## Description of the task:
Report every line of the records beneath this task that holds the string "position".

## Data for this task:

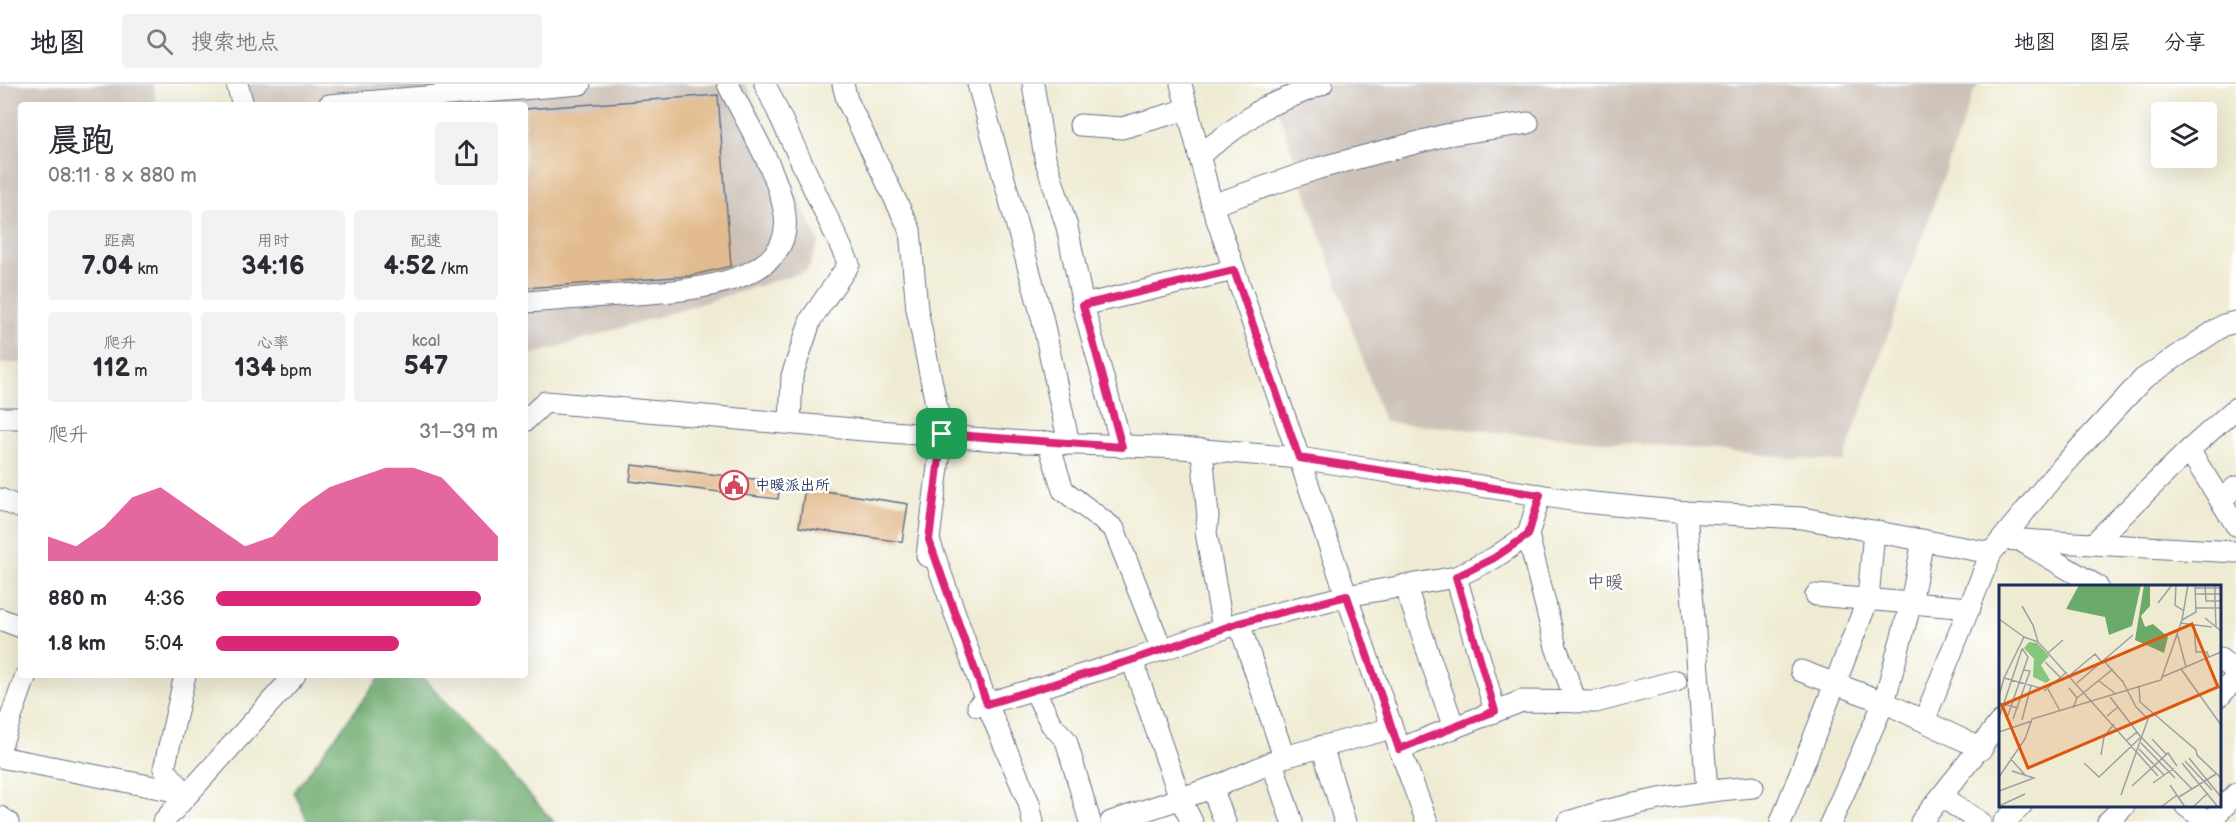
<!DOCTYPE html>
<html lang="zh">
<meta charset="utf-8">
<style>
:root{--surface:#fff;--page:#f2f2f3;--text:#2b2b33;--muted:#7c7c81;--line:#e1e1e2;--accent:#db2777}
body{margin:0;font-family:"Balsamiq Sans","LXGW WenKai TC",sans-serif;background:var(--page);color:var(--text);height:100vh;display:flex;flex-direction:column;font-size:22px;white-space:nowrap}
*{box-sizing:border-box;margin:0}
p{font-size:20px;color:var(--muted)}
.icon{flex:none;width:33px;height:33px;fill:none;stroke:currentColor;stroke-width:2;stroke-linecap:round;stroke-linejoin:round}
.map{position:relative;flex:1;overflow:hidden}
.details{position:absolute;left:18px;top:18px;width:510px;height:576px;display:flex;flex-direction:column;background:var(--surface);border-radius:6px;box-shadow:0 6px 24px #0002}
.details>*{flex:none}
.tools{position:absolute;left:2151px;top:18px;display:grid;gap:12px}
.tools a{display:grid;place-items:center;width:66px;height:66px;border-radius:6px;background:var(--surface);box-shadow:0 6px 24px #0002;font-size:30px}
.pin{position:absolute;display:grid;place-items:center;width:51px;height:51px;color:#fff;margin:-26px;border-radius:12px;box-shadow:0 3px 9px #0006}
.round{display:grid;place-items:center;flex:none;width:63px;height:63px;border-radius:6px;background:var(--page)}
.headline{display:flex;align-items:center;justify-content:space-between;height:102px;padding:0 30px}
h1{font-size:33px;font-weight:800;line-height:45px}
.stats{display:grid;grid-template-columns:repeat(3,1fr);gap:9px;height:102px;padding:6px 30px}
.stats div{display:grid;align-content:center;border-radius:6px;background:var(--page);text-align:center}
.stats b{font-size:26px;font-weight:800}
.stats small{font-size:16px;font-weight:400}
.stats p{font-size:16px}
.chart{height:168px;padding:12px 30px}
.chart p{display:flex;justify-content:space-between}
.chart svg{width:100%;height:108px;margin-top:6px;fill:var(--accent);opacity:.7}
ul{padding:0 30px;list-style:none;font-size:20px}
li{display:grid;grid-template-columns:96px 72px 1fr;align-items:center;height:45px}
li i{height:15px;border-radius:8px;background:var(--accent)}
header{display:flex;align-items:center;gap:36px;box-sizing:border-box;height:84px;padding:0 30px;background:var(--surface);border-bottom:2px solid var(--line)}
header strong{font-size:28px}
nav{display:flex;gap:33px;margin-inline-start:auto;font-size:21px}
.search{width:420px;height:54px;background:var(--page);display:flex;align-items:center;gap:15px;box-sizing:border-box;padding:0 21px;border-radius:6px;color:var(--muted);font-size:22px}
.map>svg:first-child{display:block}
.industrial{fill:#cdc2b9}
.forest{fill:#6caa6c;stroke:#446c65;stroke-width:1.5}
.building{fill:#e2bc8e}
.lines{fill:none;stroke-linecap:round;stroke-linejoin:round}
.minor-casing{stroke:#657187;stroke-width:23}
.minor{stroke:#fff;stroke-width:21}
.route-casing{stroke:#fff;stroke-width:12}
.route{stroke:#db2777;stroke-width:8}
.labels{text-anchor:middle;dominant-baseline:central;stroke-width:5;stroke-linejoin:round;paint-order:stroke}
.poi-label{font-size:15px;fill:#1b2f5e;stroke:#fff;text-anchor:start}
.quarter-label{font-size:18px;fill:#61606f;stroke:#fff}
.inset-road{fill:none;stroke:#9aa0a4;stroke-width:1.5}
.view{fill:#de5710;fill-opacity:0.15;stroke:#de5710;stroke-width:3}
.inset-edge{fill:none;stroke:#1b2f5e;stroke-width:3}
</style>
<header>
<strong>地图</strong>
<div class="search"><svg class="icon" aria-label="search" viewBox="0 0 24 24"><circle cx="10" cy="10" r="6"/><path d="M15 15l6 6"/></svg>搜索地点</div>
<nav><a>地图</a><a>图层</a><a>分享</a></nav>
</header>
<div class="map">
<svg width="2236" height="738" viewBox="0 0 2236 738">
<rect width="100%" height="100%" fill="#fff"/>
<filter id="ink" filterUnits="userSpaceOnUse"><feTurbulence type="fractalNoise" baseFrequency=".0167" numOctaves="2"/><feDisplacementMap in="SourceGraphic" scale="12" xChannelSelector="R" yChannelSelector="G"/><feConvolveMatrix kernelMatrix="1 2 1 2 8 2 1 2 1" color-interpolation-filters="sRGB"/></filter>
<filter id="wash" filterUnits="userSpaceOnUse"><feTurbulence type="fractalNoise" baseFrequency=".008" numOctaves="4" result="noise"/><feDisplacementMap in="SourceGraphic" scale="24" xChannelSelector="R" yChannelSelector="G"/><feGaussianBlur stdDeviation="1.35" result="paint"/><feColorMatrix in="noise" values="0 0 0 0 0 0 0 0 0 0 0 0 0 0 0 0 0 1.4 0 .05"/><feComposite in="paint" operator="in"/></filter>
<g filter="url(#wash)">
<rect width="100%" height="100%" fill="#efebd3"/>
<g class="industrial">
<polygon points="0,0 154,0 156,21 21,21 21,279 0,280"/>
<polygon points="247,0 746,0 819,158 807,187 525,273 525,21 253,21"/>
<polygon points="1269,0 1979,0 1973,9 1843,378 1384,338"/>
</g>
<polygon class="forest" points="382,591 421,591 554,738 308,738 294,708"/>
<g id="blocks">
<g class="building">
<polygon points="718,11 731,182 689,192 525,204 525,25"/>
<polygon points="632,381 780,398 778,415 630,397"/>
<polygon points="805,404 908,420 902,458 799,443"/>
</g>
</g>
</g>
<g filter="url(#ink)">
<use href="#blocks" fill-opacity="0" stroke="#657187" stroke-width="1.5"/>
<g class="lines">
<g class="minor-casing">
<g id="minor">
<polyline points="237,0 243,21"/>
<polyline points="765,0 849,180 811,235 792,292 790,339"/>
<polyline points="843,0 847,16 910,146 917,225 942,350 927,472"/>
<polyline points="978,0 1042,233 1069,360"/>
<polyline points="1033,0 1045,74 1067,143 1083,221"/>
<polyline points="1181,0 1212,121 1392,644 1427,738"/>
<polyline points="329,21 580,0"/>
<polyline points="1080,41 1122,44 1188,25"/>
<polyline points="1199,71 1263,24 1322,0"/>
<polyline points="1212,121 1319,84 1446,51 1528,39"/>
<path d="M 525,218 C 557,216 589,213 621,211 C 671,207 801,206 784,125 C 775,82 747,40 728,0"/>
<polyline points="0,334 21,334"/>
<polyline points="525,337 545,318 864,346 1025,358 1181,364 1299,374 1584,418 1686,428 1802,434 1991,469 2052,394 2143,295 2224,241 2236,238"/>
<polyline points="1048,358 1063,406 1114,445 1162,566"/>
<polyline points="1122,363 1083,221 1234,186"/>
<polyline points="1202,366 1208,433 1206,448 1223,545"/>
<polyline points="2189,366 2236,324"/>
<polyline points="0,415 21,424"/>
<polyline points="2220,416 2236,403"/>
<polyline points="1686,428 1707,707"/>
<polyline points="1528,451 1556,563 1576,618"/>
<polyline points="2003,455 2236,468"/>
<polyline points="929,456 987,620 1029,719 1033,738"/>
<polyline points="2023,458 2097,502"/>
<polyline points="2093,460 2189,366 2236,441"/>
<polyline points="1405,501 1454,644"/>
<polyline points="1816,511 1970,524"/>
<polyline points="0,535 21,543"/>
<polyline points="1239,539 1284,673"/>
<polyline points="2220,575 2236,587"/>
<polyline points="1132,576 1180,714 1192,738"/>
<polyline points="1801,587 1884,618 1982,665"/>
<polyline points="185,591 164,685 185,709"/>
<polyline points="1034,605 1051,640 1066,656 1090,738"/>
<polyline points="2220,612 2236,593"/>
<polyline points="978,622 1132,576 1239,539 1346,512 1456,493"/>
<polyline points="1495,627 1456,493 1494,474 1528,451 1540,411"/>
<polyline points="1924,637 1991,469"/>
<polyline points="1322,662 1345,738"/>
<polyline points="0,664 26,591"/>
<polyline points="1399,665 1522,617 1596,618 1676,597"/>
<polyline points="0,673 185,709"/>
<polyline points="1272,678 1292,738"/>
<polyline points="1212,704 1225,738"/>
<polyline points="1942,713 1980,738"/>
<polyline points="2186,722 2208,738"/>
<polyline points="0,733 8,738"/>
<polyline points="163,738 295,591"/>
<polyline points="1111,738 1220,701 1284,673 1392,644"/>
<path d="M 1568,738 C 1629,718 1689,708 1753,703"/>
<polyline points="1781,738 1868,515 1874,447"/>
<polyline points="1831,738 1884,618 1911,519 1923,456"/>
<polyline points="1921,738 2000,638"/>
<polyline points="2004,738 2021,722"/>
<polyline points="2108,738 2124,722"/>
<polyline points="2209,738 2236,710"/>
</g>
</g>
<use href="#minor" class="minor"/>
</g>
</g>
<g class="lines" filter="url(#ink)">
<g class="route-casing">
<polygon id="route" points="1234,186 1299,374 1540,411 1528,451 1494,474 1456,493 1495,627 1399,665 1347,512 1239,539 1132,576 987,620 929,456 942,350 1122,363 1083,221"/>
</g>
<use href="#route" class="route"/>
</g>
<defs>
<g id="civic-ring" transform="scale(1.5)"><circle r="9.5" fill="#fff" stroke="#d1495b" stroke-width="1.5"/><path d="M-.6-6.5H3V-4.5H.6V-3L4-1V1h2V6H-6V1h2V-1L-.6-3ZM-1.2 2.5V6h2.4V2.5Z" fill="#d1495b"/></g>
</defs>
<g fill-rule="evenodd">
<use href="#civic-ring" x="734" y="401"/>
</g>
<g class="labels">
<g class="poi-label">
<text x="755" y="401">中暖派出所</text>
</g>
<g class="quarter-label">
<text x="1605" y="498">中暖</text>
</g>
</g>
<g transform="translate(1999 501)">
<rect width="222" height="222" fill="#efebd3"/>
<path d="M 30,57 L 38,58 L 50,71 L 42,80 L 51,95 L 47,98 L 34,92 L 35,74 L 25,63 Z" fill="#86c57c"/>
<path d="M 80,0 L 142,0 L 133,41 L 110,50 L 106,32 L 67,24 ZM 145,0 L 151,0 L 151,21 L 142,31 L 146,42 L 154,39 L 169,52 L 165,68 L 136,55 Z" fill="#6caa6c"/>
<path class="inset-road" d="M 177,0 L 176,20 L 185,26M 206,0 L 207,16 L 216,16 L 217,42M 216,0 L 216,16 L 222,16M 196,3 L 222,3M 196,9 L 222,9M 159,18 L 173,0M 23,21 L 34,40 L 39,57 L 159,191M 197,23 L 222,23M 206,33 L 222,46M 0,34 L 25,52M 183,35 L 197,27 L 196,0M 181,38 L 213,42M 195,40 L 197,67 L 208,67 L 210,73M 178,48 L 187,82M 49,68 L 64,55M 104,75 L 123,96M 46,77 L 62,93M 182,84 L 222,140M 71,90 L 96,69 L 102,76M 163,92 L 222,67M 5,93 L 25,52 L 39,57M 100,96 L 117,109M 78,98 L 134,50M 140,102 L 141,117 L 197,165 L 198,170 L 222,193M 70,103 L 78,113 L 74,123M 49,104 L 61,126M 45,106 L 68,87M 0,111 L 5,93 L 41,103M 78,113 L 114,84M 0,118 L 19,123M 119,122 L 138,147M 1,130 L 23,64M 108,131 L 119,122 L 111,112M 8,133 L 29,72 L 23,63M 14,134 L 31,86 L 24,85M 23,135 L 32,101M 0,147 L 33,136M 142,152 L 193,204M 153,154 L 167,169M 142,158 L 176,193M 140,164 L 165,190M 102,170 L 105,152 L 115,139M 11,173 L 27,191M 190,173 L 222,212M 186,176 L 213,205M 85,178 L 100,192 L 142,152 L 138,147 L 127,156M 183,178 L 219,222M 0,192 L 26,154 L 33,134 L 162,95 L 183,35 L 189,0M 154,198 L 175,183M 171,200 L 186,222M 133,201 L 169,168 L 178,181M 0,206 L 35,193 L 13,186M 122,210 L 149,134 L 137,122 L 123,95M 180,212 L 217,189M 0,221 L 26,209M 162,222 L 178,210M 194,222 L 209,208"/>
<path class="view" d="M 193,39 L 219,102 L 29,183 L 3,120 Z"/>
<rect width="222" height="222" class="inset-edge"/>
</g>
</svg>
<div class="tools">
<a><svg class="icon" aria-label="layers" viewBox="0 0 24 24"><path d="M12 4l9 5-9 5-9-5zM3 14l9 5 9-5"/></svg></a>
</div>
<div class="pin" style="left:942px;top:350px;background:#1e9e55"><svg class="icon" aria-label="arrive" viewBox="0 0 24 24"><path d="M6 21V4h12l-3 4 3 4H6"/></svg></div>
<section class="details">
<div class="headline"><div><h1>晨跑</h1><p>08:11 · 8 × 880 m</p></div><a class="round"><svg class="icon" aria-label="share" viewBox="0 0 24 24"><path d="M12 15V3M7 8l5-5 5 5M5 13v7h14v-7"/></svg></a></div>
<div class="stats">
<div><p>距离</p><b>7.04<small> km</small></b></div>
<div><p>用时</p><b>34:16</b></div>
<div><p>配速</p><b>4:52<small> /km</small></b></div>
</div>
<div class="stats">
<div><p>爬升</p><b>112<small> m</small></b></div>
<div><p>心率</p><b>134<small> bpm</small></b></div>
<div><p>kcal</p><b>547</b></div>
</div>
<div class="chart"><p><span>爬升</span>31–39 m</p>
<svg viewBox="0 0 160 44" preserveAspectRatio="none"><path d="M0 44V34L10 38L20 30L30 18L40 14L50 22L60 30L70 38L80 34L90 22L100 14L110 10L120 6L130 6L140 10L150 22L160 34V44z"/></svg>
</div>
<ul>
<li><b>880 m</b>4:36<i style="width:94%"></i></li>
<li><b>1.8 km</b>5:04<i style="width:65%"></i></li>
</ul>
</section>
</div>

## Written answer:
.map{position:relative;flex:1;overflow:hidden}
.details{position:absolute;left:18px;top:18px;width:510px;height:576px;display:flex;flex-direction:column;background:var(--surface);border-radius:6px;box-shadow:0 6px 24px #0002}
.tools{position:absolute;left:2151px;top:18px;display:grid;gap:12px}
.pin{position:absolute;display:grid;place-items:center;width:51px;height:51px;color:#fff;margin:-26px;border-radius:12px;box-shadow:0 3px 9px #0006}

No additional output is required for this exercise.